Among other things, I have been working with Esitys magazine for 10 years now. In one of the very early magazines from 2008, artist Tuomas Laitinen wrote about the term ‘esitys’ like this:

“The Finnish word for performance, Esitys, is a good name for a magazine, as it describes well the happening to which it refers. The word originates from an ancient root esi, which expresses a relative position, i.e. a position in relation to another. In performances this relative position refers to how the receiver is related to the artist. The artist displays something in front of the receiver. For the artist a performance consists of both being on display (esilläolo) and pre-experiencing (esikokeminen). Similarly the most performative part of sing-along-happenings is the fore singer, who presents the model of the proceedings, while the rest take part by following that model. The English word performance on the other hand refers to executing something, bringing it through a form (per + form). The word demonstrates how the artist brings something through a form in order for it to be available for the receiver. Both Finnish and English terms leave a lot of room for what will actually happen.”

In daily life we rarely ask what words really mean, or where they come from; we take words mostly for granted. The context is pretty much part of our communication with words, as Derrida has noted. Lately I have noticed this importance of context well in social media such as Facebook. For me, Facebook doesn’t always carry the contexts of the discussions and statements and sometimes I find it very difficult to understand sarcasm or humour there, even when I know the people and the way they talk.

The Finnish word ‘esitys’ is, at any rate, somehow more constricted than the word performance. When I teach performance studies in Finnish I need to spend time explaining the difference between ‘esitys’ and ‘performance’, because the word ‘esitys’ doesn’t carry same meanings and connotations that performance does. The use of the word is just different. ‘Esitys’ is more indicative of the concept of representation or something which is constructed, in other words something that is staged. For example, the word ‘esitys’ doesn’t include meanings of sport or business or technology. So for students it’s sometimes hard as there is so much information anyway, and then you say that here we use the words a bit differently.

When you take a look at the meaning of ‘esitys’ in different Finnish dictionaries, it will give you Finnish meanings but also references to other languages, with words like:

presentation, proposal, rendition, show or representation

In the online dictionary you will get the word performance as well, but when I checked the books, which are a bit older, the word performance was not included.

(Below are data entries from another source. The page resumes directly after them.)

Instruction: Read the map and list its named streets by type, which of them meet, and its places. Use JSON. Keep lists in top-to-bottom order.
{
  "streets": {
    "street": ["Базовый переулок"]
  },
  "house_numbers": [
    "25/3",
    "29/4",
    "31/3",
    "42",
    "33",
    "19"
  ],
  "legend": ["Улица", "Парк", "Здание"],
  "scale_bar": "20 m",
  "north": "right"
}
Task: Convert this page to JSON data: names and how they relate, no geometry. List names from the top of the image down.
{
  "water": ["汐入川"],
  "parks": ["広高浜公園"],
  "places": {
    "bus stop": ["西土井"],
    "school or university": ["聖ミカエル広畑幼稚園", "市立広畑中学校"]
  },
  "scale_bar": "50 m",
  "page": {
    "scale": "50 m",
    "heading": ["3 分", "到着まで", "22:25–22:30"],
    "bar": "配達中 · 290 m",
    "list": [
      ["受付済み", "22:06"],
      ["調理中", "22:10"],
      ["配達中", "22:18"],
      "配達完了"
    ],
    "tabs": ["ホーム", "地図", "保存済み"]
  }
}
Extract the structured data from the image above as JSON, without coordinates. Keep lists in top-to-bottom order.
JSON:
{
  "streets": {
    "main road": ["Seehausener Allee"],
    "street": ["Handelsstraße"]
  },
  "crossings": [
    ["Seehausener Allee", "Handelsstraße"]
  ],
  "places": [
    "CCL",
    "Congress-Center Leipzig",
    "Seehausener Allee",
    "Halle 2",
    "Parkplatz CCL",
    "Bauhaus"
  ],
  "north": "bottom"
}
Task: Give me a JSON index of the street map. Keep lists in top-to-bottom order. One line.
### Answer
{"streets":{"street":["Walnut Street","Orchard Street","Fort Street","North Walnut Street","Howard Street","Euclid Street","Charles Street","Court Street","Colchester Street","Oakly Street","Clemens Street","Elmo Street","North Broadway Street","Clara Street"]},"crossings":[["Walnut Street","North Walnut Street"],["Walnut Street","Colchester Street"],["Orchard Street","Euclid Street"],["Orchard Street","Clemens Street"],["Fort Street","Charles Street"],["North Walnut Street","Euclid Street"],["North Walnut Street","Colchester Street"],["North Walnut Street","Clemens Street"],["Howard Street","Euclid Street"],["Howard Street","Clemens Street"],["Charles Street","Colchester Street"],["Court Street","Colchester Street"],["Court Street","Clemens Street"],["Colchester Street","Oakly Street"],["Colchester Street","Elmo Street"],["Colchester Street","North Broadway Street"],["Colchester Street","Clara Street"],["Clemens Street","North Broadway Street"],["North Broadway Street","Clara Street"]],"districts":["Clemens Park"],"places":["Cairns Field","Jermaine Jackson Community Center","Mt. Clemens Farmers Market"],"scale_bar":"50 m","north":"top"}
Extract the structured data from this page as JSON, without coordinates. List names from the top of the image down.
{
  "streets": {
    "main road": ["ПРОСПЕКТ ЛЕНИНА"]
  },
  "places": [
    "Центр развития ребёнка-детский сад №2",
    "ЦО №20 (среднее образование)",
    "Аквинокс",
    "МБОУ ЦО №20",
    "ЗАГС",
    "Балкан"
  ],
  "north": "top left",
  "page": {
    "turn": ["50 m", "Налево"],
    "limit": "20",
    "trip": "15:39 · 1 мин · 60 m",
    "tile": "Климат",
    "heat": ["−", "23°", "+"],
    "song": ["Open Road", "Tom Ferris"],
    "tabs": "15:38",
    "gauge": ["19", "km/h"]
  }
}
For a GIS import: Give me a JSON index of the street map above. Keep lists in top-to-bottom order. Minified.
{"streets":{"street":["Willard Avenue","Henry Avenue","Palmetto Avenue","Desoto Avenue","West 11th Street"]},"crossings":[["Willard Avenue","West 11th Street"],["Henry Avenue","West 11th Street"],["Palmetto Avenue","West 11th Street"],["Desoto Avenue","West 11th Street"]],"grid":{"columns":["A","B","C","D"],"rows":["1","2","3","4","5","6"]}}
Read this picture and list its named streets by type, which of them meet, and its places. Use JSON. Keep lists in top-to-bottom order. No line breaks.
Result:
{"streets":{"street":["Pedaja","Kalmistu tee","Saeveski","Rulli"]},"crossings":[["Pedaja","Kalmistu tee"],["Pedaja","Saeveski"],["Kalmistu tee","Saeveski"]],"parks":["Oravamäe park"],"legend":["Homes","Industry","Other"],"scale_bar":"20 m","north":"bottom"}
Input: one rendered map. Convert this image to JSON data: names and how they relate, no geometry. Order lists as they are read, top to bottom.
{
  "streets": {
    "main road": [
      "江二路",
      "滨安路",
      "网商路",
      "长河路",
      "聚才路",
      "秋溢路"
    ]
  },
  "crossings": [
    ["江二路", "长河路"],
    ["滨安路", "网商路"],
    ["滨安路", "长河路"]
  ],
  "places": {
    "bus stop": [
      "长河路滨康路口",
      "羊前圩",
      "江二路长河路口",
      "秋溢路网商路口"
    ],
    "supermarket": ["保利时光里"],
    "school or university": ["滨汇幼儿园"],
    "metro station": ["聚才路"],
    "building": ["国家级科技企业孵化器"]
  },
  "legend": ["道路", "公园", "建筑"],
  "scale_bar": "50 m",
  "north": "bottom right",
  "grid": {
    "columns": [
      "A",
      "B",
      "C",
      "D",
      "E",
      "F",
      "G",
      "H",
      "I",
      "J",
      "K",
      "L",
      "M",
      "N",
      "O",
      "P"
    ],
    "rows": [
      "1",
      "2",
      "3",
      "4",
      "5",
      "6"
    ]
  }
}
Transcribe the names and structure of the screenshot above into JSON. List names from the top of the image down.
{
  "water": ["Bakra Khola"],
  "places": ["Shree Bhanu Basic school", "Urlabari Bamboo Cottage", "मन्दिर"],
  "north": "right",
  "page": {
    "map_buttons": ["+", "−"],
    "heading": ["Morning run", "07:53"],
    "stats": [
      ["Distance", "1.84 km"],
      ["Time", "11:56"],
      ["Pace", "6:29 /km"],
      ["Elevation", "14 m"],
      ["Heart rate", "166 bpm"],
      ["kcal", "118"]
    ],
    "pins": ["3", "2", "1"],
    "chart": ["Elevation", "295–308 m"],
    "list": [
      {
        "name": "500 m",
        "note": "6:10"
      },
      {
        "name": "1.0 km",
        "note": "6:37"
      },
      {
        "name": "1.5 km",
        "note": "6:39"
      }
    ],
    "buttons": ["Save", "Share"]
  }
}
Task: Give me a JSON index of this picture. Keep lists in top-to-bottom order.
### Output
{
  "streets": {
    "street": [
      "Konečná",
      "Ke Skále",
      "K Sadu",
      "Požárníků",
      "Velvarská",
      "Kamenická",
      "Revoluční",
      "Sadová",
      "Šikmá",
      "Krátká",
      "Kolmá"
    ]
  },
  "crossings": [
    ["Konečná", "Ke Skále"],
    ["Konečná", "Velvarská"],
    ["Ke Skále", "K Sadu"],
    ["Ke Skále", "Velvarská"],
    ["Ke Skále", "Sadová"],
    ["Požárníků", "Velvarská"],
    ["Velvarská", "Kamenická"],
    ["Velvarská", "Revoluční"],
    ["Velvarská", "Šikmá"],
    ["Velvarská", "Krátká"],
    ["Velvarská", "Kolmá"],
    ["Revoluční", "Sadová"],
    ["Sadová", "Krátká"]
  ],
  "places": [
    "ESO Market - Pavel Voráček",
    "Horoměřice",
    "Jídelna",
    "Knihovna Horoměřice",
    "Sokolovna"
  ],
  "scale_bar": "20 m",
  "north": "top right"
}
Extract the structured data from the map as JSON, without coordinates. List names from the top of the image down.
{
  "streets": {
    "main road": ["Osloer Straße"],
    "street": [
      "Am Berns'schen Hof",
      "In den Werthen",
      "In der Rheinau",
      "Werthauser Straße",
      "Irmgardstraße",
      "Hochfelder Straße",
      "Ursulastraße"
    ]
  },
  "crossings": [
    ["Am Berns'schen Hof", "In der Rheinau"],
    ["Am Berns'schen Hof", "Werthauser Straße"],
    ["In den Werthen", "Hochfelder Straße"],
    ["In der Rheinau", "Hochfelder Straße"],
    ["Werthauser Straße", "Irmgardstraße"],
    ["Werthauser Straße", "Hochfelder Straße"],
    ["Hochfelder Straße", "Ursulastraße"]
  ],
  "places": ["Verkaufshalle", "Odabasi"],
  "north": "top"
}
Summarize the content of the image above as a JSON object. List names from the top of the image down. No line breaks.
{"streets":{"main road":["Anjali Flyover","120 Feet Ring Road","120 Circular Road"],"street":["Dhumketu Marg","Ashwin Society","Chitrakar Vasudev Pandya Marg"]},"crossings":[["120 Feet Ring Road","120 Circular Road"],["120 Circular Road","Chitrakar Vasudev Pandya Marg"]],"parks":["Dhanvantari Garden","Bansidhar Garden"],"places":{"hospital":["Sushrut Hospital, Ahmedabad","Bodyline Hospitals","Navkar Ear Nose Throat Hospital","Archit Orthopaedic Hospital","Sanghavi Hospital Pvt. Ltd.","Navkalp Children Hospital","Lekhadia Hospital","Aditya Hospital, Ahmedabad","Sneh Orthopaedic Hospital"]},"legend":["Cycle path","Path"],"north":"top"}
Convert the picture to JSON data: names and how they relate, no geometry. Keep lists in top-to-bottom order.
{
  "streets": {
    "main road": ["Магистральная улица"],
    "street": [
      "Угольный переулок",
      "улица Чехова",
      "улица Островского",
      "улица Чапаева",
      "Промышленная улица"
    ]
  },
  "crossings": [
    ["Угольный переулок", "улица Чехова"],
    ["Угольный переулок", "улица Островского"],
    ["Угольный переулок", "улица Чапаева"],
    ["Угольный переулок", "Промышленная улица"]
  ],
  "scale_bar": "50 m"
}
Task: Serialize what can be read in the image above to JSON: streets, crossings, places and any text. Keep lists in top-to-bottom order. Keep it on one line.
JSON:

Anyone who has worked with translating has of course noted this:

Riina Maukola translated Marvin Carlson’s A Performance – Critical introduction to Finnish in 2005. She noted the problems of translation and the wide concept of the word esitys. Still, having a background in theatre and perhaps also because there was a debate on the word ‘esitystaide’, (live art) going on in Finland at the time, she was struggling more with questions of definition and the borders of art forms; how to understand these terms in a local context with the local history. I think the title of the book tells something as well, you need two words and still you won’t get it all; ‘Esitys ja performanssi’. ‘

The title also shows another challenge we have: we do have the word performanssi, so why don’t we translate performance to performanssi? Well, in everyday use the Finnish word performanssi often means just performance art. In the academic context, the word performanssi is also used to mean performance. E.g. art historian Helena Erkkilä, whose 2008 research is about Finnish performance and body art from a psychoanalytical perspective,translates the word performance consistently to performanssi, so she is much more loyal to the roots of the word in that way. She doesn’t take it for granted but notes that the word performance can be translated to many words, like esitys, toiminta, suoritus and that the concept itself is very wide..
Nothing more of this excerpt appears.